Spatially-Resolved experimental investigations of combustion characteristics in a solid fuel doped methane swirl flame and the influence on the formation of ultrafine particulate matter

The formation of inhalable fine particles (dp≤10 µm) is an undesirable side effect of solid fuel combustion processes. These particles can accumulate in the human respiratory system and thus cause severe lung damage. Therefore, an understanding of the formation of these particles is of crucial importance to avoid or to reduce the amount of fine particulate matter (PM) released into the atmosphere. Until now, most of the studies have been carried out for laminar and early-stage solid fuel combustion under simplified conditions (e.g. flat flame burner with radial almost homogeneous conditions) and only a few studies have been carried out with more complex turbulent flame structures. As the majority of real applications on an industrial scale involves turbulent conditions, research in this area is highly important. For the investigation of particulate matter formation, a swirled methane-assisted pulverized solid fuel combustion test rig with full optical access which allows intrusive and non-intrusive measurements in different heights and radial positions was developed.
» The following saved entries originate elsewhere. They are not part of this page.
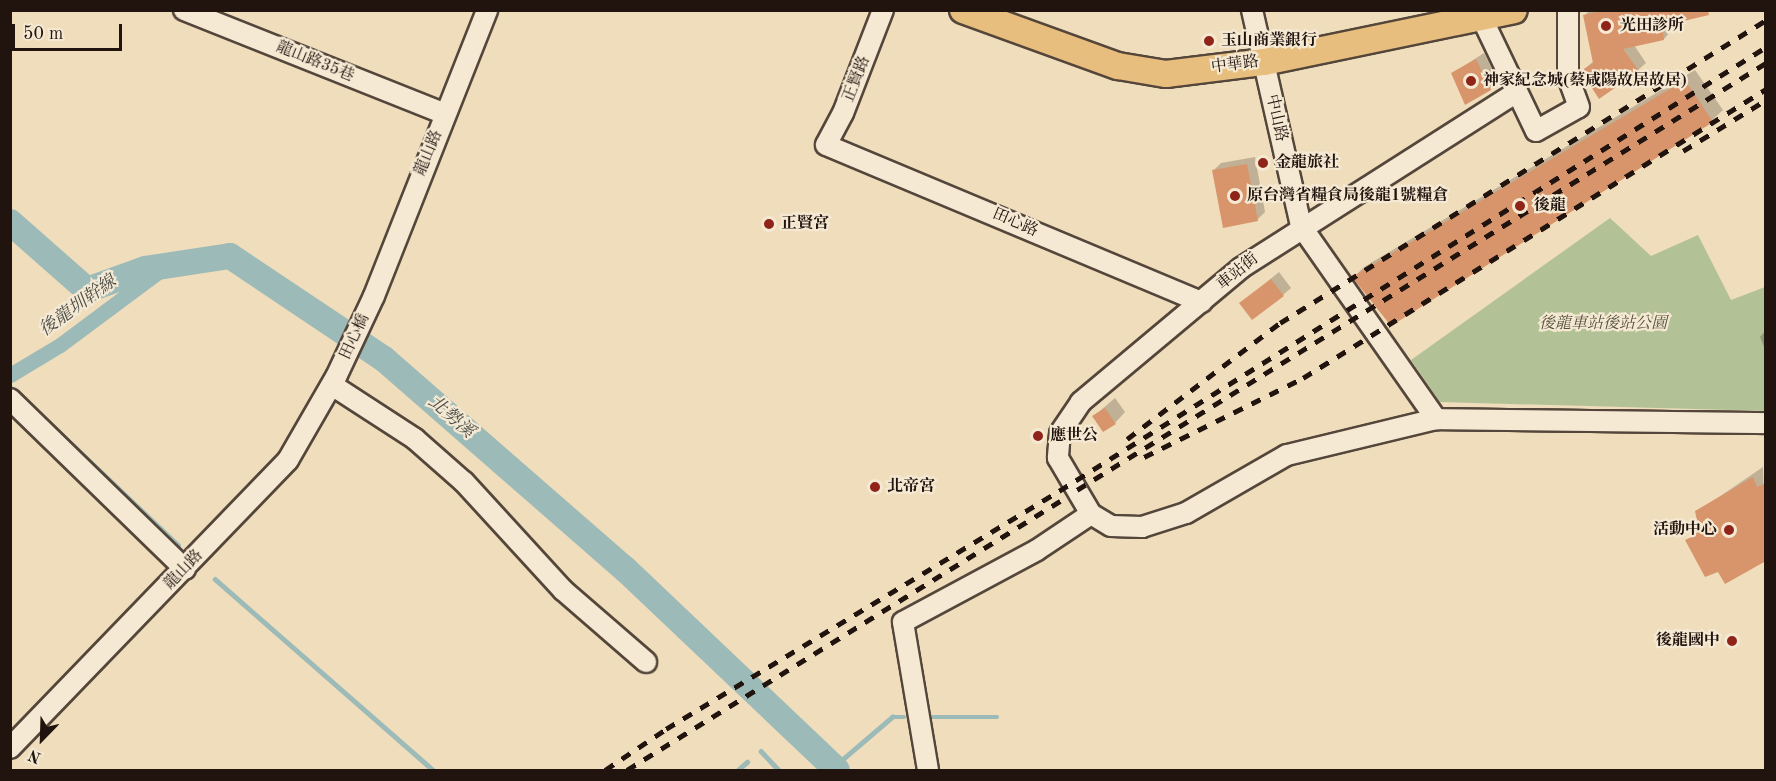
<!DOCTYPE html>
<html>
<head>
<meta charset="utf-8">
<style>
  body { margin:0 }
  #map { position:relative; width:1776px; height:781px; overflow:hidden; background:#efddbc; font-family:"Old Standard TT","Noto Serif TC",serif }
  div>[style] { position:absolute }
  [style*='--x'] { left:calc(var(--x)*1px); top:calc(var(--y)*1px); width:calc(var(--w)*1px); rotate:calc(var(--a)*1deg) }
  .green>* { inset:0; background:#b3c296 }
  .shadow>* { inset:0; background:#0003 }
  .stream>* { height:4.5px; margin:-2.25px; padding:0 2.25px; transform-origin:2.25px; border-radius:2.25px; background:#9cbab8 }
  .canal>* { height:15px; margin:-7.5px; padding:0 7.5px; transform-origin:7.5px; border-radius:7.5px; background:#9cbab8 }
  .river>* { height:26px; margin:-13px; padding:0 13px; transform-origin:13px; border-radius:13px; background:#9cbab8 }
  .building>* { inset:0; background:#d8956b }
  .roads { filter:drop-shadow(2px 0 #54463a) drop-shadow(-2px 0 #54463a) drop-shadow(0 2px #54463a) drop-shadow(0 -2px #54463a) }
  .minor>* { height:20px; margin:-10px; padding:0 10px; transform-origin:10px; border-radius:10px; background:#f5e9d3 }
  .major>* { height:26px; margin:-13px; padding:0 13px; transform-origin:13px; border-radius:13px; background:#e8be7e }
  .rail>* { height:4.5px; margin-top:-2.25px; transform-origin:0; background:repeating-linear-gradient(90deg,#21140f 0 10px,transparent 0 20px) }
  .dots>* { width:16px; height:16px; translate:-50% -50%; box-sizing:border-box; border:3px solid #f5e9d3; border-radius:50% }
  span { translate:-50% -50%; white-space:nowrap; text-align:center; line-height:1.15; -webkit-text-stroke:4.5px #f5e9d3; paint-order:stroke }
  .poi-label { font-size:16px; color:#21140f; font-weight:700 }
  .left { translate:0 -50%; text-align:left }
  .right { translate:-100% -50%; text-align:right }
  .street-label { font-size:16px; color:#21140f }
  .park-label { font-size:16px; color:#54513e; font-style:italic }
  .water-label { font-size:18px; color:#4c4e4a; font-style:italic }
  .frame { position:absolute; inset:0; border:12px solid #21140f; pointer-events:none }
  .north { position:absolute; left:12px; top:709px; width:60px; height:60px; -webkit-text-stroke:4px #f5e9d3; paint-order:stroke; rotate:203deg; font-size:16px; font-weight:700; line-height:24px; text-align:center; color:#21140f }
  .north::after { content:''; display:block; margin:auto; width:21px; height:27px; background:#21140f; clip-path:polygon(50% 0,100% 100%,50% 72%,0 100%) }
  .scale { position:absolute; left:12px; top:24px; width:110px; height:27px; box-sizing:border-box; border:3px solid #21140f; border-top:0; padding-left:8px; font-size:18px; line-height:21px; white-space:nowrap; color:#21140f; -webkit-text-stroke:4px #f5e9d3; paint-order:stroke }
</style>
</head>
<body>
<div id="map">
  <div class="green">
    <div style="clip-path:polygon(1610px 218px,1651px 256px,1698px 235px,1731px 300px,1765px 287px,1765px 411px,1440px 402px,1411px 360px)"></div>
  </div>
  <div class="shadow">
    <div style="clip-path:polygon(1590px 10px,1712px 10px,1670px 23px,1671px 31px,1664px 39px,1634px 45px,1646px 63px,1638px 70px,1582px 71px,1594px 61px,1585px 15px)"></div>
    <div style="clip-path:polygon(1484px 53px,1498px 81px,1490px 89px,1453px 73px)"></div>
    <div style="clip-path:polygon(1695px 70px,1723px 110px,1712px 120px,1391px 324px,1354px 277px,1364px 267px)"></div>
    <div style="clip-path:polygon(1255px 157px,1265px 212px,1257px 220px,1213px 171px,1221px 163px)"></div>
    <div style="clip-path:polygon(1279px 272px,1291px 288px,1283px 295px,1241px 303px)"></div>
    <div style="clip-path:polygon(1766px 330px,1766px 352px,1760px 337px)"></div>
    <div style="clip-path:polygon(1115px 398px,1125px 412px,1115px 423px,1094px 416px)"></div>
    <div style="clip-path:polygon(1763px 467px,1766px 560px,1719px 570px,1687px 541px,1696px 532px,1692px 525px,1698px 518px,1697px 512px)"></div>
  </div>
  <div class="stream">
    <div style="--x:10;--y:387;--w:12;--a:42"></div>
    <div style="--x:41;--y:415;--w:189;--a:43.5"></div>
    <div style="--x:215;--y:579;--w:290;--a:41.2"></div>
    <div style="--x:930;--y:717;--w:67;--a:0"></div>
    <div style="--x:761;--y:751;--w:26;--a:47"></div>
    <div style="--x:738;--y:770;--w:12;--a:-42"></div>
    <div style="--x:830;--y:770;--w:82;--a:-40.5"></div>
    <div style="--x:892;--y:717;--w:12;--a:0"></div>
  </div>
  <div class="canal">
    <div style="--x:10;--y:375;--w:58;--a:-31"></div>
    <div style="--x:60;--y:345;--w:132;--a:-36.7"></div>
  </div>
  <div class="river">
    <div style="--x:10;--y:222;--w:103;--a:41.4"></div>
    <div style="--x:87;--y:290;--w:62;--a:-19.9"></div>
    <div style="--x:145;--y:269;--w:86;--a:-8.7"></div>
    <div style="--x:230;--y:256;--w:185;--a:33.8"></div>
    <div style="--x:384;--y:359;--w:320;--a:41.1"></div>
    <div style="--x:625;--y:569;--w:292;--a:43.5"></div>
  </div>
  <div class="building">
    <div style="clip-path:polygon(1606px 10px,1708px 10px,1709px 15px,1662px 26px,1664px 40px,1623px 49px,1639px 71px,1599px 99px,1581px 71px,1593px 63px,1583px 15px)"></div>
    <div style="clip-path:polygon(1476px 59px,1491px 90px,1465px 105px,1451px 73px)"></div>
    <div style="clip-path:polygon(1685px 80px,1713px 122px,1391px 326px,1352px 277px)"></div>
    <div style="clip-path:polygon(1247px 164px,1258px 221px,1223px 228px,1212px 170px)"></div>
    <div style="clip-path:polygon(1271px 279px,1284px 296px,1252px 320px,1239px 303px)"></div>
    <div style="clip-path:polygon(1105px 408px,1116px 424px,1103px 432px,1092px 416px)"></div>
    <div style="clip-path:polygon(1753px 477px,1757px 487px,1766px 483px,1766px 561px,1725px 584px,1718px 572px,1705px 577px,1685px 540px,1696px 535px,1690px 525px,1697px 521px,1695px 511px)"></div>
  </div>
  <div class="roads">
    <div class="minor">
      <div style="--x:184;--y:10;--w:281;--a:21.7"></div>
      <div style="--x:883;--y:10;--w:110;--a:111.2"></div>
      <div style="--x:843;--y:113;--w:36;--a:118"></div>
      <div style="--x:826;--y:145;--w:407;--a:22.7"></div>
      <div style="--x:1252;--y:10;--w:221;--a:77.2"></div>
      <div style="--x:1301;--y:226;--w:236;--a:55"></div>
      <div style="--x:1478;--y:10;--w:134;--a:64.4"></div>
      <div style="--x:1536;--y:131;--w:49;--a:-29.2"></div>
      <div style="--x:1579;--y:107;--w:33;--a:-110"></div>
      <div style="--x:1568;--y:76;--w:66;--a:-90"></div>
      <div style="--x:1517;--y:92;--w:327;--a:147.5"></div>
      <div style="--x:1241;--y:268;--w:209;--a:140.1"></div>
      <div style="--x:1081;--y:402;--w:37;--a:124"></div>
      <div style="--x:1060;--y:433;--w:25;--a:95"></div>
      <div style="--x:1058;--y:458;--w:65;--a:59.5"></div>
      <div style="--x:1091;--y:514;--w:23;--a:31"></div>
      <div style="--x:1111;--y:526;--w:31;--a:2"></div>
      <div style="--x:1142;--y:527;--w:46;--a:-17.7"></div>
      <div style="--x:1186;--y:513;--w:116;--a:-29.9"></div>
      <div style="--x:1287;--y:455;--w:153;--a:-13.6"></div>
      <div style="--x:1436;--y:419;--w:330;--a:0.7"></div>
      <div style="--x:332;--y:385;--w:99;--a:33"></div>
      <div style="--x:415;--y:439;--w:65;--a:41.3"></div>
      <div style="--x:464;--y:482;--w:147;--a:47.5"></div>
      <div style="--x:563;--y:590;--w:110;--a:40.9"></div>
      <div style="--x:10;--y:399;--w:244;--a:44.2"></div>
      <div style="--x:10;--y:748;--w:400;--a:-46"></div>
      <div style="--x:288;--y:460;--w:96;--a:-60"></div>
      <div style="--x:336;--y:377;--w:89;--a:-64.9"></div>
      <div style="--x:374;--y:296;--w:308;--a:-68.4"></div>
      <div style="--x:928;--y:770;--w:150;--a:-99.6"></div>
      <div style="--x:903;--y:622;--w:152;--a:-28.2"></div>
      <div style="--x:1037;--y:550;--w:65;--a:-33.7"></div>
    </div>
    <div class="major">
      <div style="--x:963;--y:10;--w:165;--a:19.9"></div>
      <div style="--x:1118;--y:66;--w:49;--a:9.5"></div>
      <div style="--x:1166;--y:74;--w:99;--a:-7"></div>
      <div style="--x:1264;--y:62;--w:255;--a:-11.7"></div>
    </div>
  </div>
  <div class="rail">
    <div style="--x:1683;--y:151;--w:97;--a:-31.6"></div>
    <div style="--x:1127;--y:439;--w:192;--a:-37.2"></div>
    <div style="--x:1280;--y:323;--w:573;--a:-31.94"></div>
    <div style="--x:1144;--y:457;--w:178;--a:-26.4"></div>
    <div style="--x:1303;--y:378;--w:546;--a:-31.97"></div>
    <div style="--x:1077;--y:490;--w:811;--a:-31.79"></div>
    <div style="--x:605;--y:770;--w:73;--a:-33.9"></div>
    <div style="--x:666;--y:729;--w:459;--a:-31.2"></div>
    <div style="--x:1059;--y:491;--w:835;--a:-32.13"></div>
    <div style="--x:627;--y:770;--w:510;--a:-31.85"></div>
  </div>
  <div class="dots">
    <div style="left:1606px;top:26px;background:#8f2418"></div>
    <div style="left:1209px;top:41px;background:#8f2418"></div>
    <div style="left:1471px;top:81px;background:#8f2418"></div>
    <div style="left:1263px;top:163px;background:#8f2418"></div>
    <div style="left:1235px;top:196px;background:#8f2418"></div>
    <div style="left:1520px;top:206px;background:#8f2418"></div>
    <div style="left:769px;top:224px;background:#8f2418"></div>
    <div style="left:1038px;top:436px;background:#8f2418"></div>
    <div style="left:875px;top:487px;background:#8f2418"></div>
    <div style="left:1729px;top:530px;background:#8f2418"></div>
    <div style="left:1732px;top:641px;background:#8f2418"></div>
  </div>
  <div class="poi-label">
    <span class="left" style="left:1620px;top:26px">光田診所</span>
    <span class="left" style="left:1221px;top:41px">玉山商業銀行</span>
    <span class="left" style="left:1483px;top:81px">神家紀念城(蔡咸陽故居故居)</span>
    <span class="left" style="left:1275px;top:163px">金龍旅社</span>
    <span class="left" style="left:1247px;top:196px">原台灣省糧食局後龍1號糧倉</span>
    <span class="left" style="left:1534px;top:206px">後龍</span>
    <span class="left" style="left:781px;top:224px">正賢宮</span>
    <span class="left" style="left:1050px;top:436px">應世公</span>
    <span class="left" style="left:887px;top:487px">北帝宮</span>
    <span class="right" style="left:1717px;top:530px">活動中心</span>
    <span class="right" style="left:1720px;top:641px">後龍國中</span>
  </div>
  <div class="street-label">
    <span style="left:315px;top:62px;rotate:22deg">龍山路35巷</span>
    <span style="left:1235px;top:65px;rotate:-8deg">中華路</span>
    <span style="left:857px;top:79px;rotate:-68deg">正賢路</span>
    <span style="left:1276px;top:118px;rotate:77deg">中山路</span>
    <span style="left:429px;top:153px;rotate:-67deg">龍山路</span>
    <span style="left:1015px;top:223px;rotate:23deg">田心路</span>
    <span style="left:1238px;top:272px;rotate:-39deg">車站街</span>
    <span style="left:355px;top:337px;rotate:-65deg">田心橋</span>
    <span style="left:184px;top:570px;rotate:-46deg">龍山路</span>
  </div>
  <div class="park-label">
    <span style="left:1603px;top:324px">後龍車站後站公園</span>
  </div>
  <div class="water-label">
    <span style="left:78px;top:306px;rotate:-36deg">後龍圳幹線</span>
    <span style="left:451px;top:417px;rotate:41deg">北勢溪</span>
  </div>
  <div class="frame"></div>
  <div class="north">N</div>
  <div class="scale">50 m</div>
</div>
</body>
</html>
In order to study the local influences of flame characteristics on the formation of ultrafine particulate matter, results from laser Doppler velocimetry (LDV), suction pyrometer, Fourier transform infrared (FTIR) spectroscopy, and scanning mobility particle sizer (SMPS) spectrometer measurements are presented and discussed. It is shown that the local differences - such as gas temperature, the velocity of the solid fuel particles, and concentrations species - have an influence on the formation of particulate matter. Especially in regions with high local velocities and shear zones, PM coagulates strongly due to the increased turbulence in this area. The data presented in this paper are an important foundation for further studies to validate CFD simulations using the measurements and to further develop existing PM formation models for turbulent cases.